Strategic Inference in Stackelberg Games: Optimal Control for Revealing Adversary Intent
Ruimeng Hu, Daniel Ralston, Xu Yang, Haosheng Zhou
TL;DR
This work develops a continuous-time Stackelberg framework where a leader seeks to complete a primary objective while inferring a latent follower parameter $M\in\mathbb{R}$ from the follower's entropy-regularized, randomized tracking policy. By deriving a semi-explicit follower solution and embedding the inference objective into the leader's control problem, the authors formulate MLE and information-based criteria (variance and Fisher information) to guide strategy design; they provide augmented-state reformulations to produce tractable, path-dependent controls and prove well-posedness of the resulting ODE systems. A learning-based numerical approach using recurrent neural networks and direct parameterization is developed to approximate the leader's path-dependent policy, with extensive simulations showcasing the trade-off between task performance and information gain.
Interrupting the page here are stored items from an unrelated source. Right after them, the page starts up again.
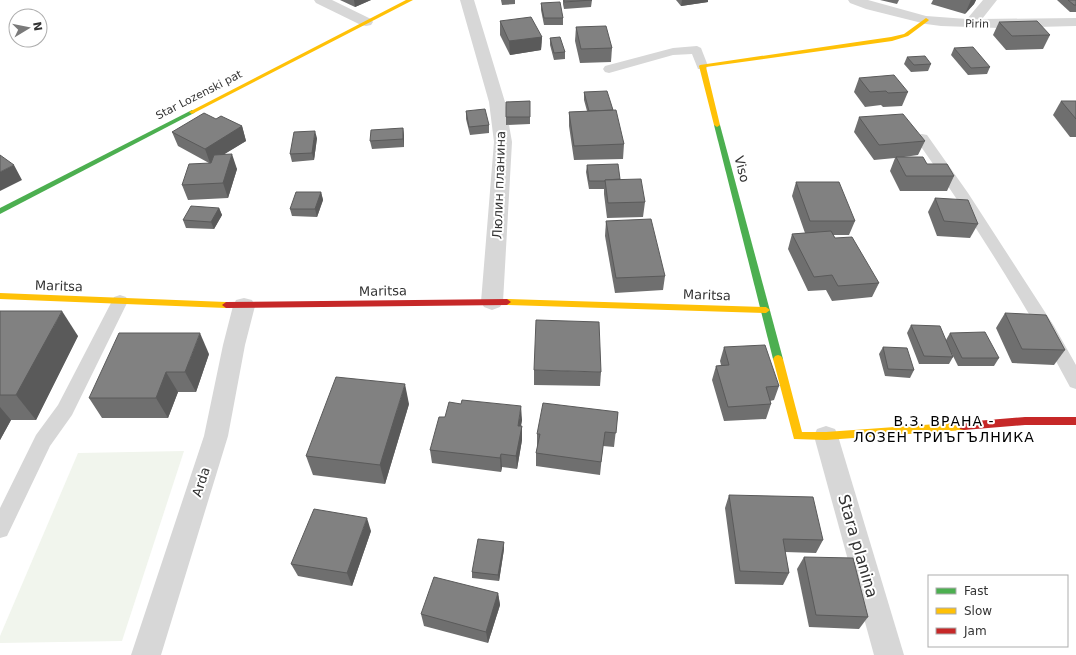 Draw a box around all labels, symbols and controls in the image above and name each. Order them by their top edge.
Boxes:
north arrow [8,8,48,48]
street label: Pirin [965,17,989,31]
text: N [30,21,45,32]
street label: Star Lozenski pat [154,67,245,122]
street label: Люлин планина [490,131,508,239]
street label: Viso [731,154,753,184]
street label: Maritsa [35,278,83,294]
street label: Maritsa [359,283,407,299]
street label: Maritsa [683,287,731,303]
district label: В.З. ВРАНА - ЛОЗЕН ТРИЪГЪЛНИКА [853,413,1035,445]
street label: Arda [189,465,213,499]
street label: Stara planina [834,492,882,600]
legend [928,575,1068,647]
text: Fast [964,584,988,598]
text: Slow [964,604,992,618]
text: Jam [963,624,987,638] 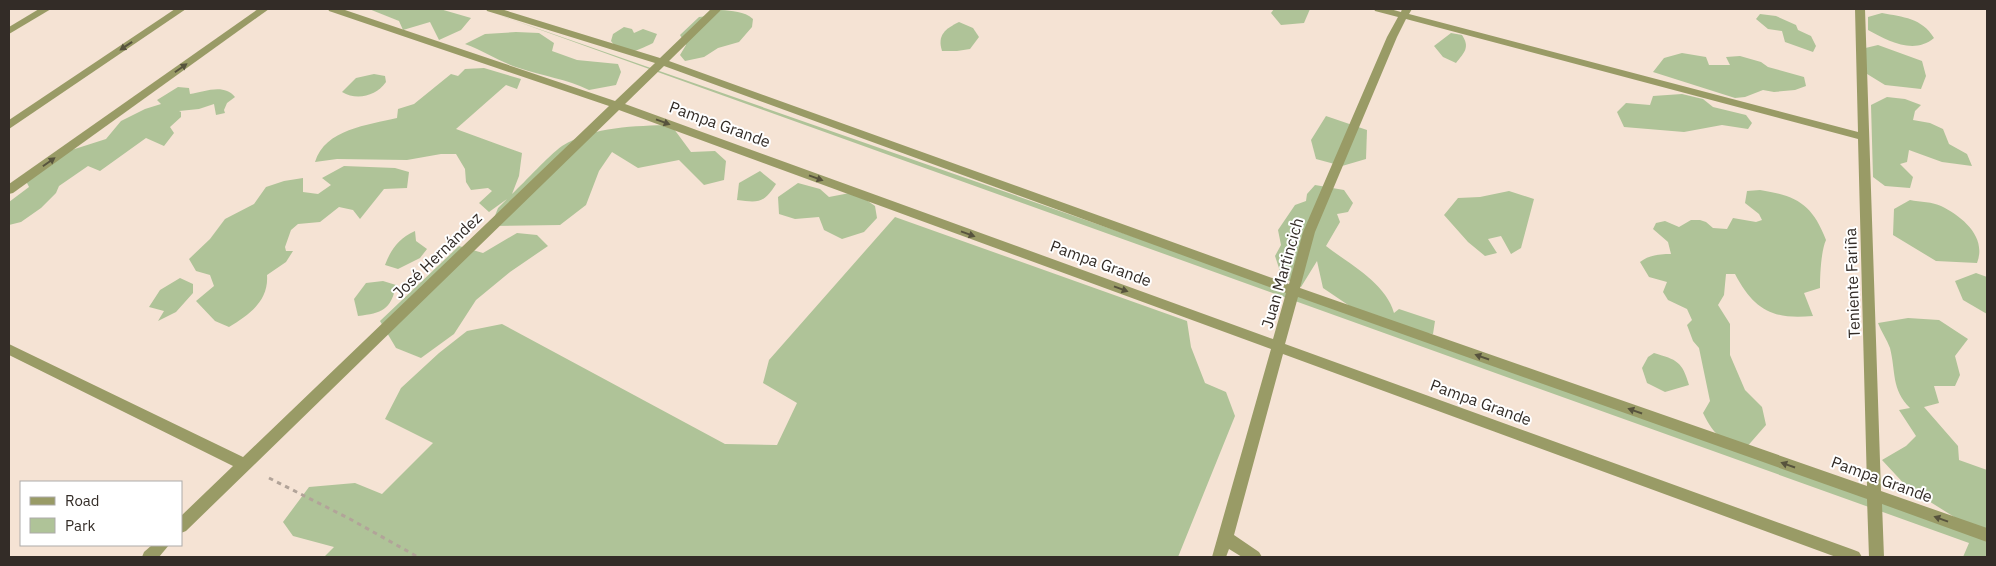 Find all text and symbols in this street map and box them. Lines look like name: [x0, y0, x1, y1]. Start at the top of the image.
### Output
one-way arrow: [119, 41, 133, 51]
one-way arrow: [174, 63, 188, 73]
street label: Pampa Grande: [667, 96, 774, 152]
one-way arrow: [656, 118, 671, 126]
one-way arrow: [42, 157, 55, 167]
one-way arrow: [809, 174, 824, 182]
street label: José Hernández: [388, 208, 486, 302]
street label: Juan Martincich: [1257, 215, 1307, 331]
street label: Teniente Fariña: [1840, 227, 1864, 338]
one-way arrow: [961, 231, 976, 238]
street label: Pampa Grande: [1048, 235, 1155, 291]
one-way arrow: [1114, 285, 1129, 293]
one-way arrow: [1474, 353, 1489, 360]
street label: Pampa Grande: [1428, 374, 1535, 430]
one-way arrow: [1627, 407, 1642, 415]
street label: Pampa Grande: [1829, 451, 1936, 507]
one-way arrow: [1780, 460, 1795, 468]
legend: [20, 481, 182, 546]
text: Road: [65, 491, 100, 510]
one-way arrow: [1934, 515, 1949, 522]
text: Park: [65, 516, 95, 535] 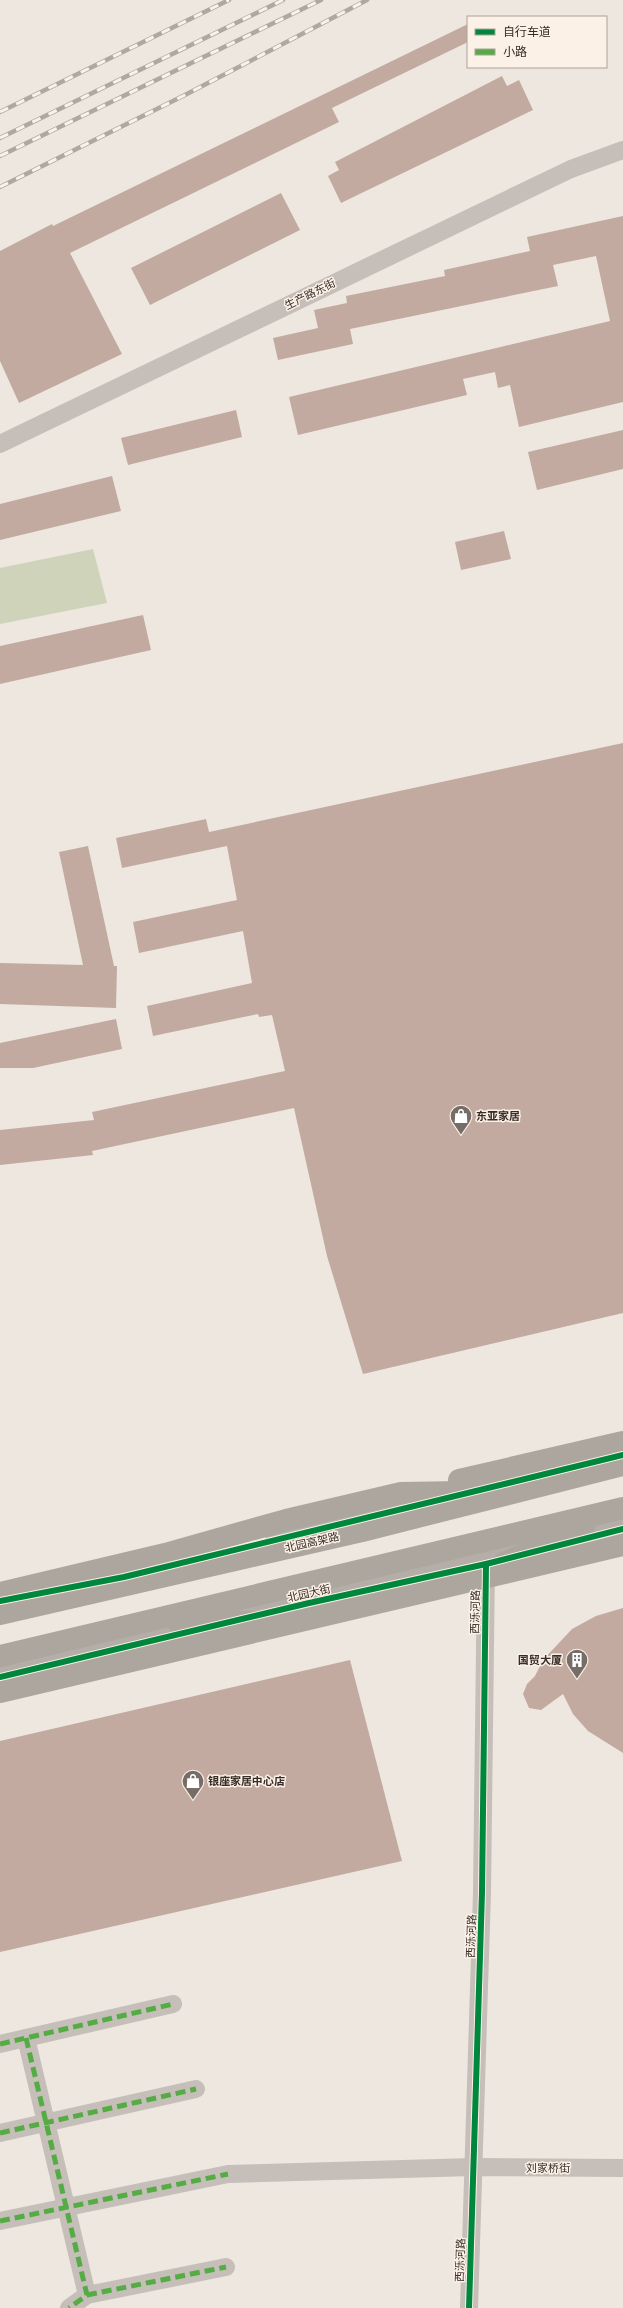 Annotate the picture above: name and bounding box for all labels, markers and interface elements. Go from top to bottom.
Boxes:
legend [467,16,607,68]
text: 自行车道 [503,23,551,40]
text: 小路 [503,43,527,60]
street label: 生产路东街 [282,275,338,312]
shop icon: 东亚家居 [448,1103,474,1136]
place label: 东亚家居 [476,1108,520,1123]
street label: 北园高架路 [283,1528,340,1555]
street label: 北园大街 [286,1580,332,1605]
street label: 西泺河路 [467,1590,482,1634]
building icon: 国贸大厦 [564,1647,590,1680]
place label: 国贸大厦 [518,1652,562,1667]
shop icon: 银座家居中心店 [180,1768,206,1801]
place label: 银座家居中心店 [208,1773,285,1788]
street label: 西泺河路 [462,1914,479,1958]
street label: 刘家桥街 [526,2160,570,2175]
street label: 西泺河路 [451,2238,468,2282] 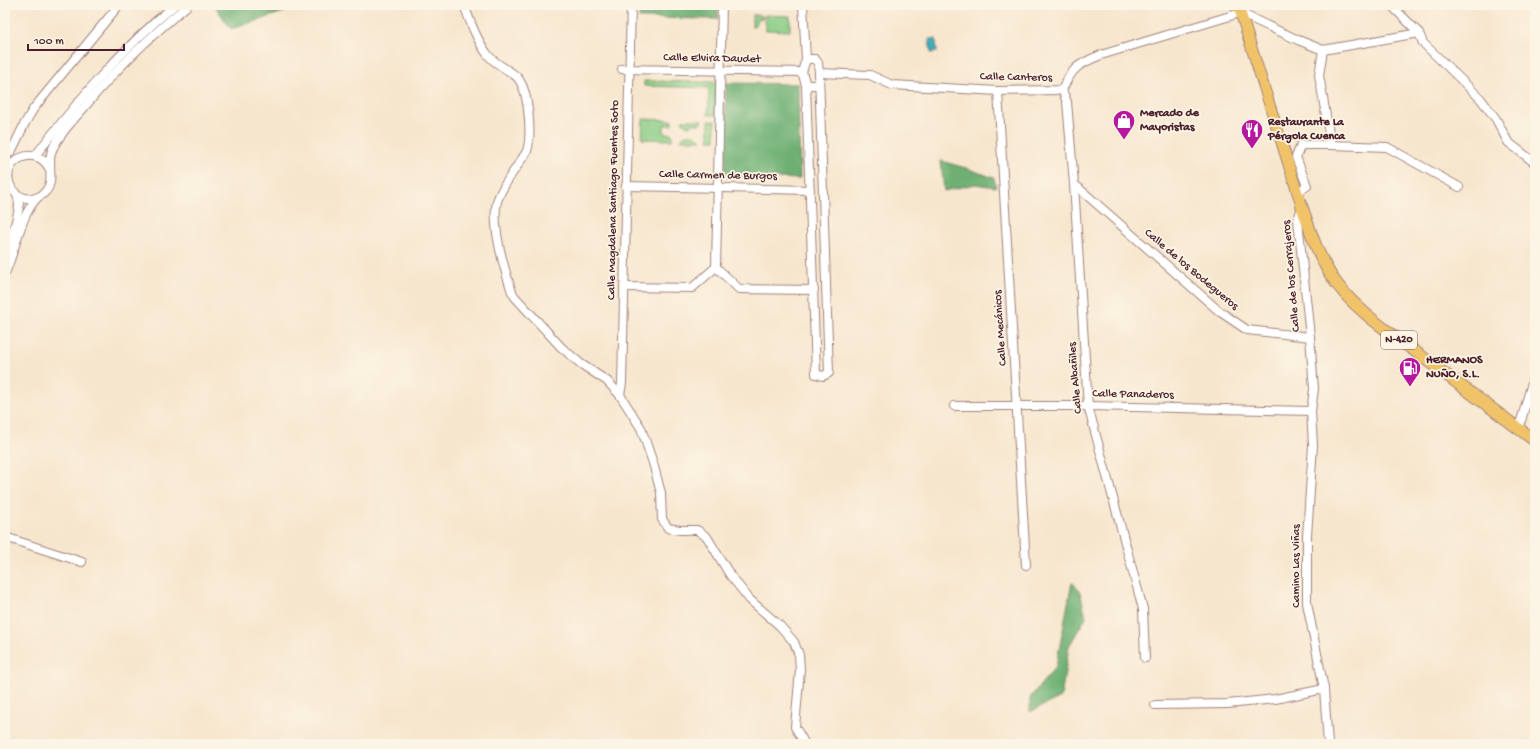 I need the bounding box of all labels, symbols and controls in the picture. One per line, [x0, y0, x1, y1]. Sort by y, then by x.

The framework is extended to multi-period interactions and analyzed under discrete observations, highlighting practical implications for adversarial strategic inference and potential extensions to higher dimensions and partial observability.
Abstract
We study a continuous-time stochastic Stackelberg game in which a leader seeks to accomplish a primary objective while inferring a hidden parameter of a rational follower. The follower solves an entropy-regularized tracking problem and responds to the leader's trajectory with a randomized policy. Anticipating this response, the leader designs informative controls to maximize the estimation efficiency for the follower's latent intent, through maximum likelihood estimation. Unlike prior work on discrete-time or finite-candidate inverse learning, our framework enables continuous parameter inference without prior assumptions and endogenizes the information source through the follower's strategic feedback. We derive semi-explicit solutions, prove well-posedness, and develop recurrent neural network algorithms to approximate the leader's path-dependent control. Numerical experiments demonstrate how the leader balances task performance and information gain, highlighting the practical value of our approach for adversarial strategic inference.